The next miracle is a very remarkable one. Forgetting that all the beasts were dead and boiled, the Lord said: "Send therefore now and gather thy cattle and all that thou hast in the field; for upon every man and beast which shall be found in the field and shall not be brought home, the hail shall come down upon them and they shall die" (ix., 19). Some made their dead "cattle flee into the houses," thus showing a skill and a miracle-working power which must have made Moses very jealous; others left theirs in the field, probably thinking that the boil-covered carcases were not worth the trouble of carriage. Down came the hail, and smote "all that was in the field, both man and beast" (ix., 25). Here indeed was an exemplification, so far as the cattle were concerned, of the second death.
Next came the locusts, to "eat the residue of that which is escaped, which remaineth unto you from the hail" (x., 5). As the hail "smote every herb of the field and brake every tree of the field" (ix., 25), there cannot have been much left for the locusts; however, they made a clean sweep of all the vegetable life in Egypt, "and there remained not any green thing in the trees or in the herbs of the fields" (x., 15). On the whole it was by a merciful dispensation of Providence that the cattle were all dead, and were not left to starve. As all the animals were dead and there were no plants left, the Lord had nearly come to the end of his plagues; so he sent "darkness which may be felt" for three days, while trying to invent some more. None of the Egyptians, we are told, rose "from his place for three days;" why nobody struck a light we are not told; now-a-days we often have plagues of darkness in London from the fogs, but we make shift with gas and the electric light until the sunlight returns.
The last miracle in Egypt was a very wonderful one; it was the killing for the third time of some-the first-born- cattle. The first-born of men were also slain; but that was only for the first time, and all men are mortal. This was too much for the Egyptians, and they rose up to drive out the Israelites, the latter picking up, as they went, "jewels of silver, jewels of gold, and raiment" (xii. 35), and so robbing their unlucky hosts of the little property they had left.

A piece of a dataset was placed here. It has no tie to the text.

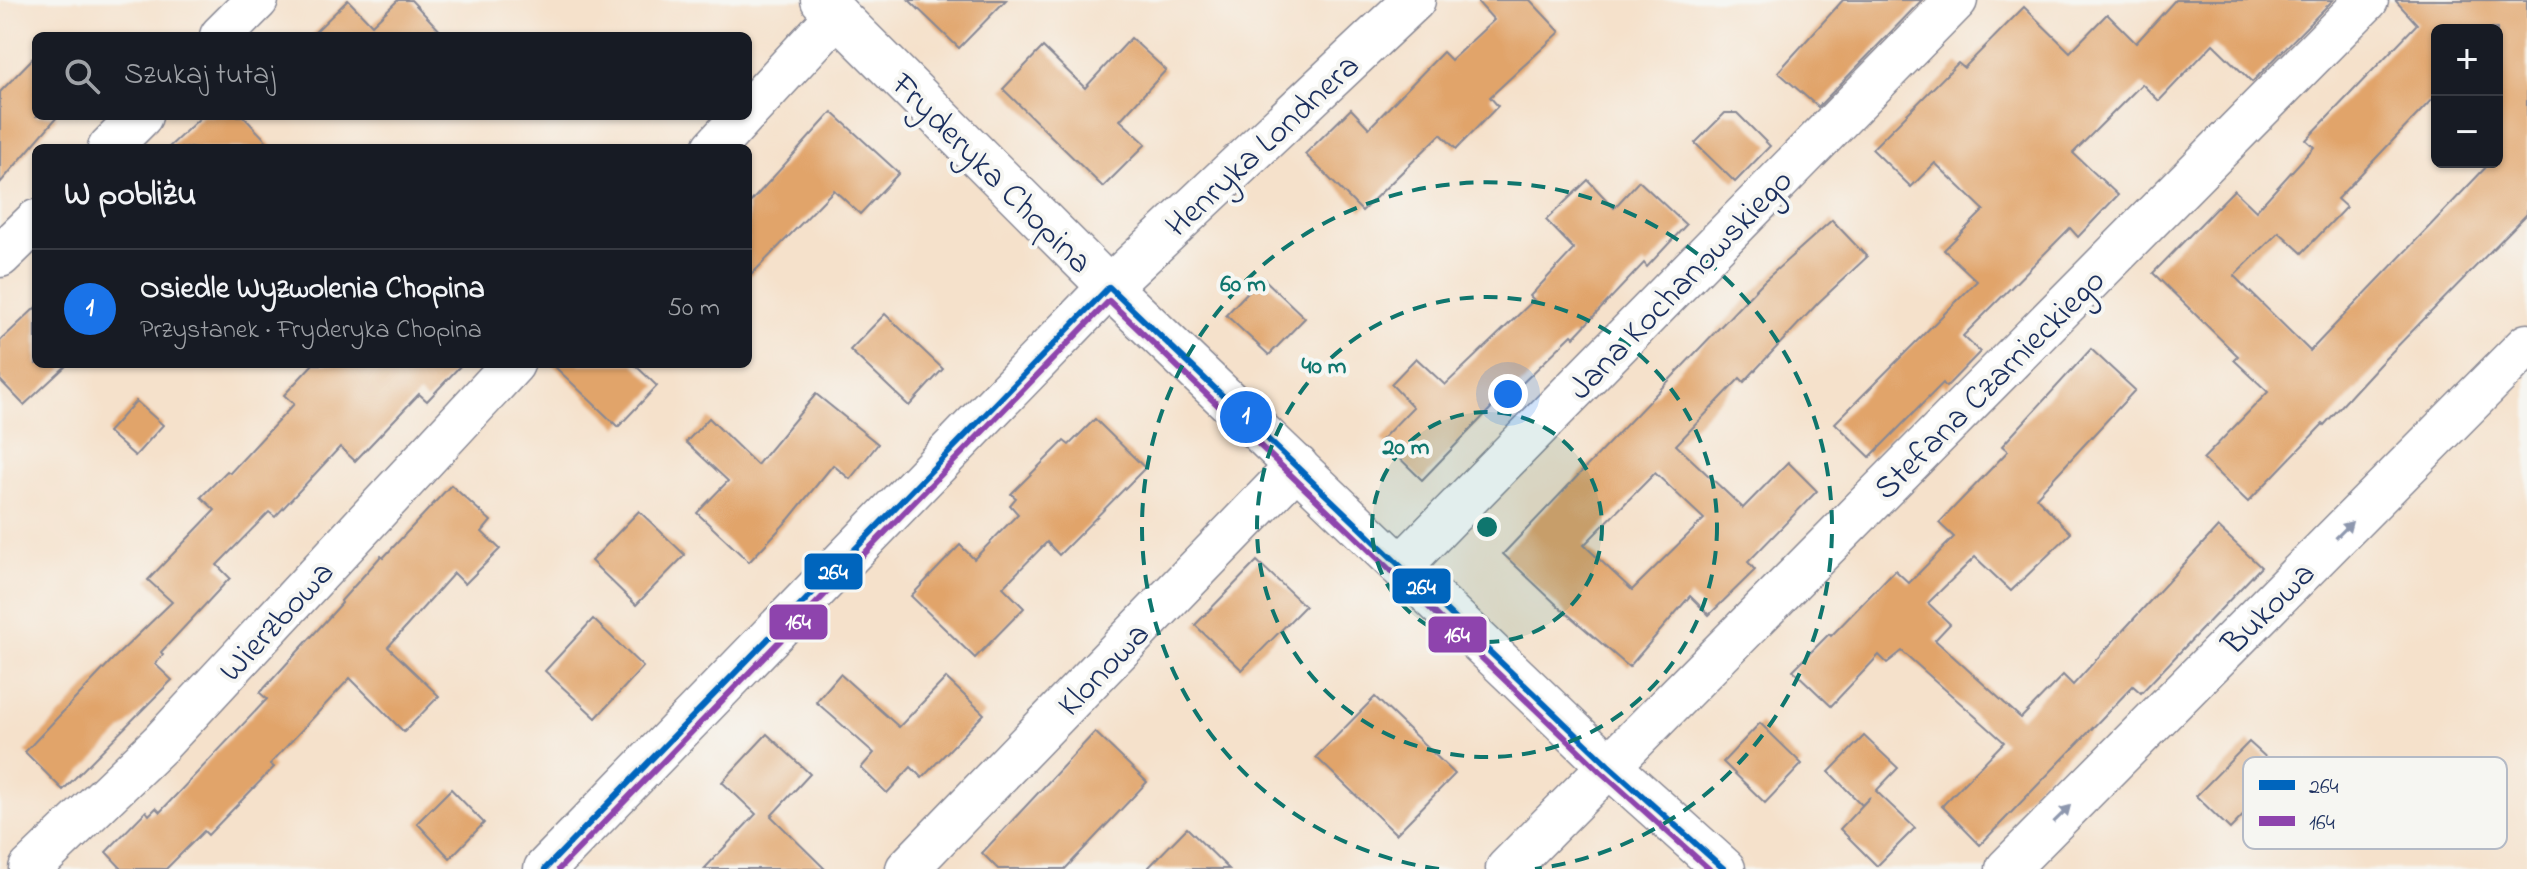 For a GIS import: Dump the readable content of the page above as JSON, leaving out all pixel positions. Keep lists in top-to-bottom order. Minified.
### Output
{"streets":{"street":["Henryka Londnera","Fryderyka Chopina","Jana Kochanowskiego","Stefana Czarnieckiego","Bukowa","Wierzbowa","Klonowa"]},"crossings":[["Henryka Londnera","Fryderyka Chopina"],["Fryderyka Chopina","Jana Kochanowskiego"],["Fryderyka Chopina","Stefana Czarnieckiego"],["Fryderyka Chopina","Klonowa"]],"one_way":["Bukowa"],"lines":["transit line 264","transit line 164"],"legend":["264","164"],"page":{"map_buttons":["+","−"],"search":"Szukaj tutaj","heading":"W pobliżu","list":[{"mark":"1","name":"Osiedle Wyzwolenia Chopina","note":"Przystanek · Fryderyka Chopina","value":"50 m"}],"pins":"1"},"rings":["60 m","40 m","20 m"]}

But poor Pharaoh was not yet safe: "The Lord hardened the heart of Pharaoh king of Egypt, and he pursued after the children of Israel" (xiv. 8). He yoked into his chariots the twice-slain horses, and mounted his men on others of these re-revivified quadrupeds, and galloped after the flying robbers. God, to deliver his people, divided the sea before them, piling up the waters on each side as a wall. Down along this curious and unique path plunged the men and the horses, the latter probably thinking that one death, more or less, couldn't hurt them. A new difficulty arose. God pulled off their chariot-wheels, and so delayed them; and then suddenly down came the water-walls, and the poor Egyptians were all drowned. Like the flies and the locusts, "there remained not so much as one of them" (xiv. 28). The horses also were drowned, and let us hope they did not come to life again.
Thus endeth the story of the miracles of Egypt, which story is part of the Christian creed as defined by law, and which it is blasphemy to deny.